Download Survival of Humanity Throughout the Ages PDF Online Free

Author :
Publisher : Independently Published
ISBN 13 :
Total Pages : 112 pages
Book Rating : 4.7/5 (248 download)

DOWNLOAD NOW!


Book Synopsis Survival of Humanity Throughout the Ages by : Martin K Ettington

Download or read book Survival of Humanity Throughout the Ages written by Martin K Ettington and published by Independently Published. This book was released on 2021-03-19 with total page 112 pages. Available in PDF, EPUB and Kindle. Book excerpt: Many millions of species have existed in Earth's past. What distinguishes those which survive like humanity and those who don't survive?And what is it about Man's ability to survive which has made us the dominant mammals on Earth?In this book we look at the things man has done uniquely to succeed. This includes the use of fire for all of our existence as Home Sapiens and much of our history as hominids.How have we survived floods, the ice age, huge volcanos and other disasters? And what about the development of weapons which made us better able to conquer other predators and provide food in a much better way?The combination of fire and weapons has given us an incredible edge in the survival or our species. Domesticated Animals and Plants also gave people a huge advantage in survival.This book examines what we know about human survival over the ages and how it has led us to where we are today.

Power

Download Power PDF Online Free

Author :
Publisher : New Society Publishers
ISBN 13 : 9780865719675
Total Pages : 400 pages
Book Rating : 4.7/5 (196 download)

DOWNLOAD NOW!


Book Synopsis Power by : Richard Heinberg

Download or read book Power written by Richard Heinberg and published by New Society Publishers.

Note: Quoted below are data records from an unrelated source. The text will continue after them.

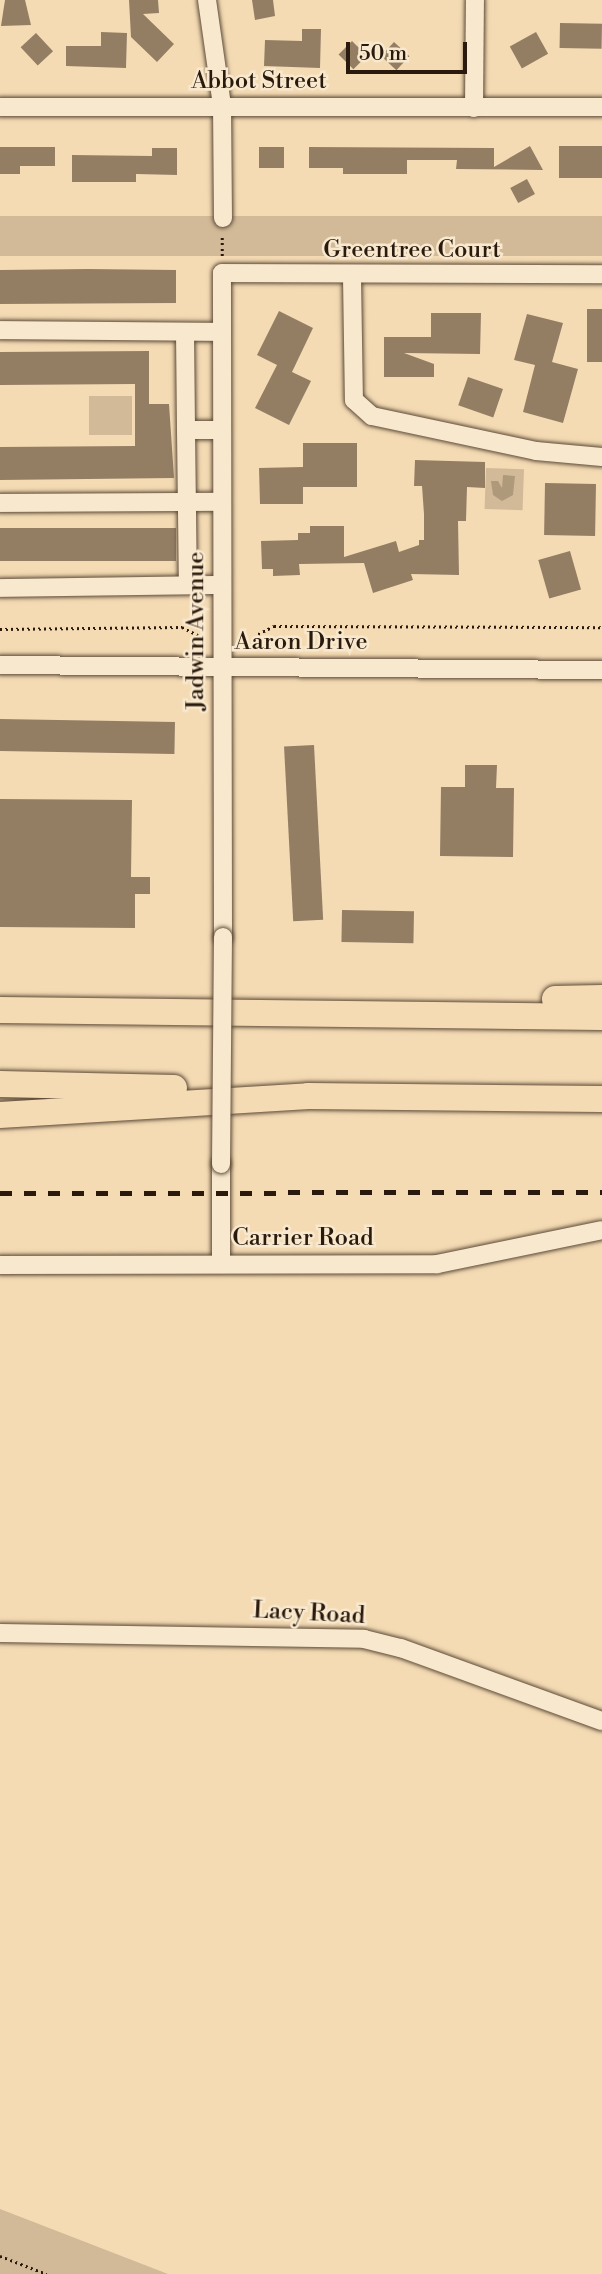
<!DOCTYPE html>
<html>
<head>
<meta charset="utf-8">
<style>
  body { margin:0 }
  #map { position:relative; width:602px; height:2274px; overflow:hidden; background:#f4dbb4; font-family:"Libre Bodoni",serif }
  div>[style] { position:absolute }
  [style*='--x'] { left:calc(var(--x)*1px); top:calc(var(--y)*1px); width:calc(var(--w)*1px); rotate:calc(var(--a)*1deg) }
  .green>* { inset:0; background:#d2ba98; transform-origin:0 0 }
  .water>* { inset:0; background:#af997b }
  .building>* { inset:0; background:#937e64; transform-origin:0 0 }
  .path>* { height:2.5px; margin-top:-1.25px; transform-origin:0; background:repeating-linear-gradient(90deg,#2a1a0d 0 2px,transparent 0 5.5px) }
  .roads { filter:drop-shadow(0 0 2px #5c4a37) drop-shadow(0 0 2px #5c4a37) }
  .minor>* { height:18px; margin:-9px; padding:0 9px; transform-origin:9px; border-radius:9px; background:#f8e8ce }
  .highway>* { height:26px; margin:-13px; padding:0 13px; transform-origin:13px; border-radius:13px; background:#f4dbb4 }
  .rail>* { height:4.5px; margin-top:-2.25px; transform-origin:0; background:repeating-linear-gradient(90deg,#2a1a0d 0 12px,transparent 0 24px) }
  .bridges { filter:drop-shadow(0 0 2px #5c4a37) drop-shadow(0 0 2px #5c4a37) }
  .minor-bridge>* { height:18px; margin:-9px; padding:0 9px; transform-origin:9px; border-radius:9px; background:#f8e8ce }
  span { translate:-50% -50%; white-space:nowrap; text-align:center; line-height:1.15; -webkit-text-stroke:5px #f8e8ce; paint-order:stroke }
  .street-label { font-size:24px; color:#2a1a0d }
  .scale { position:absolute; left:346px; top:42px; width:121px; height:32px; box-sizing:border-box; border:4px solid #2a1a0d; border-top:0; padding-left:9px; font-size:21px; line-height:24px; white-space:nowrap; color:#2a1a0d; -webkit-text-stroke:5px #f8e8ce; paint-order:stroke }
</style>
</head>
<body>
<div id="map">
  <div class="green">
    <i style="left:0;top:216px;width:602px;height:40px"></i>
    <i style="left:89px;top:396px;width:43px;height:39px"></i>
    <i style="left:486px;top:468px;width:38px;height:41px;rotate:2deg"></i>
    <i style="clip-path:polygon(0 2209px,168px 2274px,0 2274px)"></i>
  </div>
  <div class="water">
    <i style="clip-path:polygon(503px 475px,515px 476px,513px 495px,502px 501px,493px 495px,491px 481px,498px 481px,502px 488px)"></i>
  </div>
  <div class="building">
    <i style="clip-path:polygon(5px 0,25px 0,31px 25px,1px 26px)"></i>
    <i style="clip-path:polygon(129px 0,158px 0,159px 13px,143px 14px,174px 44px,157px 62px,131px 37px)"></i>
    <i style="clip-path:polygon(252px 0,273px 0,275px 16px,255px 20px)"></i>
    <i style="left:560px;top:23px;width:42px;height:25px;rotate:1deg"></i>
    <i style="clip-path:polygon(302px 29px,321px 29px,320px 68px,264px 66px,265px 40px,302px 41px)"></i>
    <i style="clip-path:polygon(101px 32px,127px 33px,126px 68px,66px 66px,66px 46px,101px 46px)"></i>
    <i style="left:536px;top:32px;width:25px;height:30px;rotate:61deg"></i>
    <i style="left:36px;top:33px;width:25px;height:21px;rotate:47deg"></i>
    <i style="left:352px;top:41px;width:21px;height:19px;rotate:45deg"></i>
    <i style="left:394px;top:42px;width:21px;height:19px;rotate:43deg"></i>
    <i style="clip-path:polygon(530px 146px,543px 170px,456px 169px,457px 160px,407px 160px,407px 174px,343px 174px,343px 168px,309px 168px,309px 147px,494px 148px,494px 167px)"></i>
    <i style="left:602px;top:146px;width:32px;height:43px;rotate:90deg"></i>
    <i style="clip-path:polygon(0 147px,55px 147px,55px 166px,20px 166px,20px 174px,0 174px)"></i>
    <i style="left:259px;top:147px;width:25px;height:21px"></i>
    <i style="clip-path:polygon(152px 148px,177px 148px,177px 175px,136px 174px,136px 182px,72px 182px,72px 155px,152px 156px)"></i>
    <i style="left:527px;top:179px;width:17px;height:19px;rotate:62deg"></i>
    <i style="clip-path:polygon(88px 269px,176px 270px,176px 303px,0 304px,0 270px)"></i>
    <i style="left:587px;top:309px;width:15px;height:53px"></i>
    <i style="clip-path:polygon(279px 311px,313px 328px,292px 372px,311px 381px,289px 425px,255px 408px,277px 365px,257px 355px)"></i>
    <i style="clip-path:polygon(431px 313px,481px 313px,480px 354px,404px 353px,434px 364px,434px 377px,384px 377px,384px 337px,431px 337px)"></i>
    <i style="clip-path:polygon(527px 314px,563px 323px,552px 362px,578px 369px,563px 423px,523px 412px,535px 365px,514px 360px)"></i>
    <i style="clip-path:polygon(149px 351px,149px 404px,169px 404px,174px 478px,0 480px,0 447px,135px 446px,135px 384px,0 385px,0 352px)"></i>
    <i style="left:468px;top:377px;width:37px;height:30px;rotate:19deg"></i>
    <i style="clip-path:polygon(303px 443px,357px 443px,357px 487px,303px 487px,303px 504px,260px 504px,259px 468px,303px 467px)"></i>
    <i style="clip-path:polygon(415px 460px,485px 462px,485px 488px,467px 487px,466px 521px,458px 521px,459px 575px,411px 574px,413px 580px,373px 593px,364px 563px,299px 564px,300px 575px,273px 576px,273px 569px,262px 569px,261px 541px,298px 540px,298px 533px,310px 533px,310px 526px,344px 526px,344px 557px,396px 541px,399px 552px,419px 545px,419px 540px,424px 540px,424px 514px,422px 486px,414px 486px)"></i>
    <i style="left:545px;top:483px;width:51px;height:52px;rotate:1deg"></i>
    <i style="left:0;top:528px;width:176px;height:33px"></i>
    <i style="left:570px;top:551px;width:40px;height:33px;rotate:74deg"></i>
    <i style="left:0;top:719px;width:175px;height:32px;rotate:1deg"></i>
    <i style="left:314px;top:745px;width:175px;height:30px;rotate:87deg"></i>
    <i style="clip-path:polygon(465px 765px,497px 765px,496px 788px,514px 788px,513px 857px,440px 856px,441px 787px,465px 787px)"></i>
    <i style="clip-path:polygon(0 799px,132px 800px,131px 877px,150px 877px,150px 894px,135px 894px,135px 928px,0 927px)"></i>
    <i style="left:342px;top:910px;width:72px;height:32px;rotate:1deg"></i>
  </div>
  <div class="path">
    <i style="--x:222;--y:256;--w:22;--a:-90"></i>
    <i style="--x:0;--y:629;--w:182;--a:-0.6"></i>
    <i style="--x:182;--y:627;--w:18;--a:27"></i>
    <i style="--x:258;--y:634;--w:18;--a:-27"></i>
    <i style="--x:274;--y:626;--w:328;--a:0.2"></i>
    <i style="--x:0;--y:2256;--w:50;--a:21"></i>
  </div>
  <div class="roads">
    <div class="minor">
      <i style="--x:207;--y:0;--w:106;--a:81.9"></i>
      <i style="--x:222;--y:105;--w:113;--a:89.5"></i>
      <i style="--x:0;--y:107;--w:602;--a:0"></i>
      <i style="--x:474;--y:108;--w:108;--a:-89.5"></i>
      <i style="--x:352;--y:277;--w:123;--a:89.1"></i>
      <i style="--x:354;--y:400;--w:24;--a:42"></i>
      <i style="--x:372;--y:416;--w:168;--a:12"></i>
      <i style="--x:536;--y:451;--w:66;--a:5.2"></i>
      <i style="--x:0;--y:330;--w:222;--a:0.5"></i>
      <i style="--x:185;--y:332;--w:98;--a:89.4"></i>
      <i style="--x:186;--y:430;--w:36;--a:0"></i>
      <i style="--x:186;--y:430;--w:155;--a:89.3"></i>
      <i style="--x:0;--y:503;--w:222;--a:-0.3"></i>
      <i style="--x:0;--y:588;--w:222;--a:-0.8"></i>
      <i style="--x:0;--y:665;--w:602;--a:0.48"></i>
      <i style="--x:223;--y:937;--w:664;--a:-90.09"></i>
      <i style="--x:222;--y:273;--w:380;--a:0.2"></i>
      <i style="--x:221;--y:1263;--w:99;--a:-90"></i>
      <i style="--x:0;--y:1265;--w:437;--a:-0.1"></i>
      <i style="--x:437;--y:1264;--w:168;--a:-11.6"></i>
      <i style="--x:0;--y:1633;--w:364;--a:0.9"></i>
      <i style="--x:364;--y:1639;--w:38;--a:14"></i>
      <i style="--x:401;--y:1648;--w:214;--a:20"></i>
    </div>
    <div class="highway">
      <i style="--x:555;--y:999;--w:47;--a:-1.2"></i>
      <i style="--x:0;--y:1010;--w:602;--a:0.67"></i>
      <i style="--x:0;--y:1084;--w:174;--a:1.3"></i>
      <i style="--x:0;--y:1115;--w:309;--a:-3.5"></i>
      <i style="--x:308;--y:1096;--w:294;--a:0.6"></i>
    </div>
  </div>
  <div class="rail">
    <i style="--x:0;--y:1193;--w:602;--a:-0.1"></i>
  </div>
  <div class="bridges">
    <div class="minor-bridge">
      <i style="--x:221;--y:1164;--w:227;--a:-89.5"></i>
    </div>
  </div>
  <div class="street-label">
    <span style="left:259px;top:82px">Abbot Street</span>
    <span style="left:412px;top:251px">Greentree Court</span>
    <span style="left:197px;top:631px;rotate:-90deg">Jadwin Avenue</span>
    <span style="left:301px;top:643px">Aaron Drive</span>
    <span style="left:303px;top:1239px">Carrier Road</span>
    <span style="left:309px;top:1614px;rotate:3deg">Lacy Road</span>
  </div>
  <div class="scale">50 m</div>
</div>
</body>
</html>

This book was released on 2021-09-07 with total page 400 pages. Available in PDF, EPUB and Kindle. Book excerpt: Power traces how humans have come to overpower the earth's natural systems and to oppress one another, with catastrophic consequences. We must rapidly re-learn the lessons of power self-limitation rooted in evolution and human history if we are to stave off ecological and social collapse and enjoy a thriving future.